DIRECTIONS FOR THIS TASK: Return the records exactly, with nothing added.

[Records from a collection]
- Opening Delimiter -

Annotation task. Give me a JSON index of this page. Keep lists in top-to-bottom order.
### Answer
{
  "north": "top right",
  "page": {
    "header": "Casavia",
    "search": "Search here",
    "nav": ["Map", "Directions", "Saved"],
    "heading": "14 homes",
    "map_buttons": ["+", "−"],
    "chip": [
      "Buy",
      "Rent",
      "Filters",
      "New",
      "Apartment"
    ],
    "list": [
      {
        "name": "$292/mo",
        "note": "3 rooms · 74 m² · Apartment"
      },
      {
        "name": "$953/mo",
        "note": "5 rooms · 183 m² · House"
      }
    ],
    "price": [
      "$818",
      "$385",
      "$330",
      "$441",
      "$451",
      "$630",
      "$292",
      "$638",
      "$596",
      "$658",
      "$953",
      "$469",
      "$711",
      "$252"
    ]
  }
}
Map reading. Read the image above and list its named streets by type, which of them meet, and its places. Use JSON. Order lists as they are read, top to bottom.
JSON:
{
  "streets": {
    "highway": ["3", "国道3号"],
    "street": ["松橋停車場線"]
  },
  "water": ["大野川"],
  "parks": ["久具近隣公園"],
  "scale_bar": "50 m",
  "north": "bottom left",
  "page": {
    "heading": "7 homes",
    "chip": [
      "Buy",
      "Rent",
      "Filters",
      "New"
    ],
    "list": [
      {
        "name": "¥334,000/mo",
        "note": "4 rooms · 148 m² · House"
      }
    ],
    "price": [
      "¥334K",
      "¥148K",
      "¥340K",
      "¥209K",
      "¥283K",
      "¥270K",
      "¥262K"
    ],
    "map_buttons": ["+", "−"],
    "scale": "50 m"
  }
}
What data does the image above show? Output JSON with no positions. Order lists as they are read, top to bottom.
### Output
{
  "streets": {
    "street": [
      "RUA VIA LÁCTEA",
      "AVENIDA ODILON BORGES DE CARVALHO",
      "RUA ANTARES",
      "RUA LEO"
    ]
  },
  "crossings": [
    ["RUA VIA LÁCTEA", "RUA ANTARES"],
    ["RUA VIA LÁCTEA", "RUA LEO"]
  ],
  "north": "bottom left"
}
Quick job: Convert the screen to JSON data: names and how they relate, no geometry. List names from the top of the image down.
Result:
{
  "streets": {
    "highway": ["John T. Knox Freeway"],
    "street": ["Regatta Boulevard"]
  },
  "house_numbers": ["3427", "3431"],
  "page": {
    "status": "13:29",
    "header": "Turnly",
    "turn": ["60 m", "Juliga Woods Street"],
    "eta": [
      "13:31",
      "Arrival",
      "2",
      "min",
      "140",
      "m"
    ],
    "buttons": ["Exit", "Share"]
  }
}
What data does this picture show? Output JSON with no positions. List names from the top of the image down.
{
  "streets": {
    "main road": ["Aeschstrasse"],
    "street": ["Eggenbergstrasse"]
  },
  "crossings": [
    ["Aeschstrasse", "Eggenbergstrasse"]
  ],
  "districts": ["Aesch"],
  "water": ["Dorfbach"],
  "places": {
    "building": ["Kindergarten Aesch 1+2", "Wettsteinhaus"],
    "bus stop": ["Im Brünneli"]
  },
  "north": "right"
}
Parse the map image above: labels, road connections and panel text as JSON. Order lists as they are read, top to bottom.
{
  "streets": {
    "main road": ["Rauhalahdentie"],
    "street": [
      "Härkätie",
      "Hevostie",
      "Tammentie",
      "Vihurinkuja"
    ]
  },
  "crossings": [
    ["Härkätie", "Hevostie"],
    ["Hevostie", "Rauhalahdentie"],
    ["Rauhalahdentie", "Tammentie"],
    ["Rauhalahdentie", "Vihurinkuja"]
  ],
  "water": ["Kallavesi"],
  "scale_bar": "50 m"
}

- Closing Delimiter -

TASK RESULT:
Annotation task. Give me a JSON index of this page. Keep lists in top-to-bottom order.
### Answer
{
  "north": "top right",
  "page": {
    "header": "Casavia",
    "search": "Search here",
    "nav": ["Map", "Directions", "Saved"],
    "heading": "14 homes",
    "map_buttons": ["+", "−"],
    "chip": [
      "Buy",
      "Rent",
      "Filters",
      "New",
      "Apartment"
    ],
    "list": [
      {
        "name": "$292/mo",
        "note": "3 rooms · 74 m² · Apartment"
      },
      {
        "name": "$953/mo",
        "note": "5 rooms · 183 m² · House"
      }
    ],
    "price": [
      "$818",
      "$385",
      "$330",
      "$441",
      "$451",
      "$630",
      "$292",
      "$638",
      "$596",
      "$658",
      "$953",
      "$469",
      "$711",
      "$252"
    ]
  }
}
Map reading. Read the image above and list its named streets by type, which of them meet, and its places. Use JSON. Order lists as they are read, top to bottom.
JSON:
{
  "streets": {
    "highway": ["3", "国道3号"],
    "street": ["松橋停車場線"]
  },
  "water": ["大野川"],
  "parks": ["久具近隣公園"],
  "scale_bar": "50 m",
  "north": "bottom left",
  "page": {
    "heading": "7 homes",
    "chip": [
      "Buy",
      "Rent",
      "Filters",
      "New"
    ],
    "list": [
      {
        "name": "¥334,000/mo",
        "note": "4 rooms · 148 m² · House"
      }
    ],
    "price": [
      "¥334K",
      "¥148K",
      "¥340K",
      "¥209K",
      "¥283K",
      "¥270K",
      "¥262K"
    ],
    "map_buttons": ["+", "−"],
    "scale": "50 m"
  }
}
What data does the image above show? Output JSON with no positions. Order lists as they are read, top to bottom.
### Output
{
  "streets": {
    "street": [
      "RUA VIA LÁCTEA",
      "AVENIDA ODILON BORGES DE CARVALHO",
      "RUA ANTARES",
      "RUA LEO"
    ]
  },
  "crossings": [
    ["RUA VIA LÁCTEA", "RUA ANTARES"],
    ["RUA VIA LÁCTEA", "RUA LEO"]
  ],
  "north": "bottom left"
}
Quick job: Convert the screen to JSON data: names and how they relate, no geometry. List names from the top of the image down.
Result:
{
  "streets": {
    "highway": ["John T. Knox Freeway"],
    "street": ["Regatta Boulevard"]
  },
  "house_numbers": ["3427", "3431"],
  "page": {
    "status": "13:29",
    "header": "Turnly",
    "turn": ["60 m", "Juliga Woods Street"],
    "eta": [
      "13:31",
      "Arrival",
      "2",
      "min",
      "140",
      "m"
    ],
    "buttons": ["Exit", "Share"]
  }
}
What data does this picture show? Output JSON with no positions. List names from the top of the image down.
{
  "streets": {
    "main road": ["Aeschstrasse"],
    "street": ["Eggenbergstrasse"]
  },
  "crossings": [
    ["Aeschstrasse", "Eggenbergstrasse"]
  ],
  "districts": ["Aesch"],
  "water": ["Dorfbach"],
  "places": {
    "building": ["Kindergarten Aesch 1+2", "Wettsteinhaus"],
    "bus stop": ["Im Brünneli"]
  },
  "north": "right"
}
Parse the map image above: labels, road connections and panel text as JSON. Order lists as they are read, top to bottom.
{
  "streets": {
    "main road": ["Rauhalahdentie"],
    "street": [
      "Härkätie",
      "Hevostie",
      "Tammentie",
      "Vihurinkuja"
    ]
  },
  "crossings": [
    ["Härkätie", "Hevostie"],
    ["Hevostie", "Rauhalahdentie"],
    ["Rauhalahdentie", "Tammentie"],
    ["Rauhalahdentie", "Vihurinkuja"]
  ],
  "water": ["Kallavesi"],
  "scale_bar": "50 m"
}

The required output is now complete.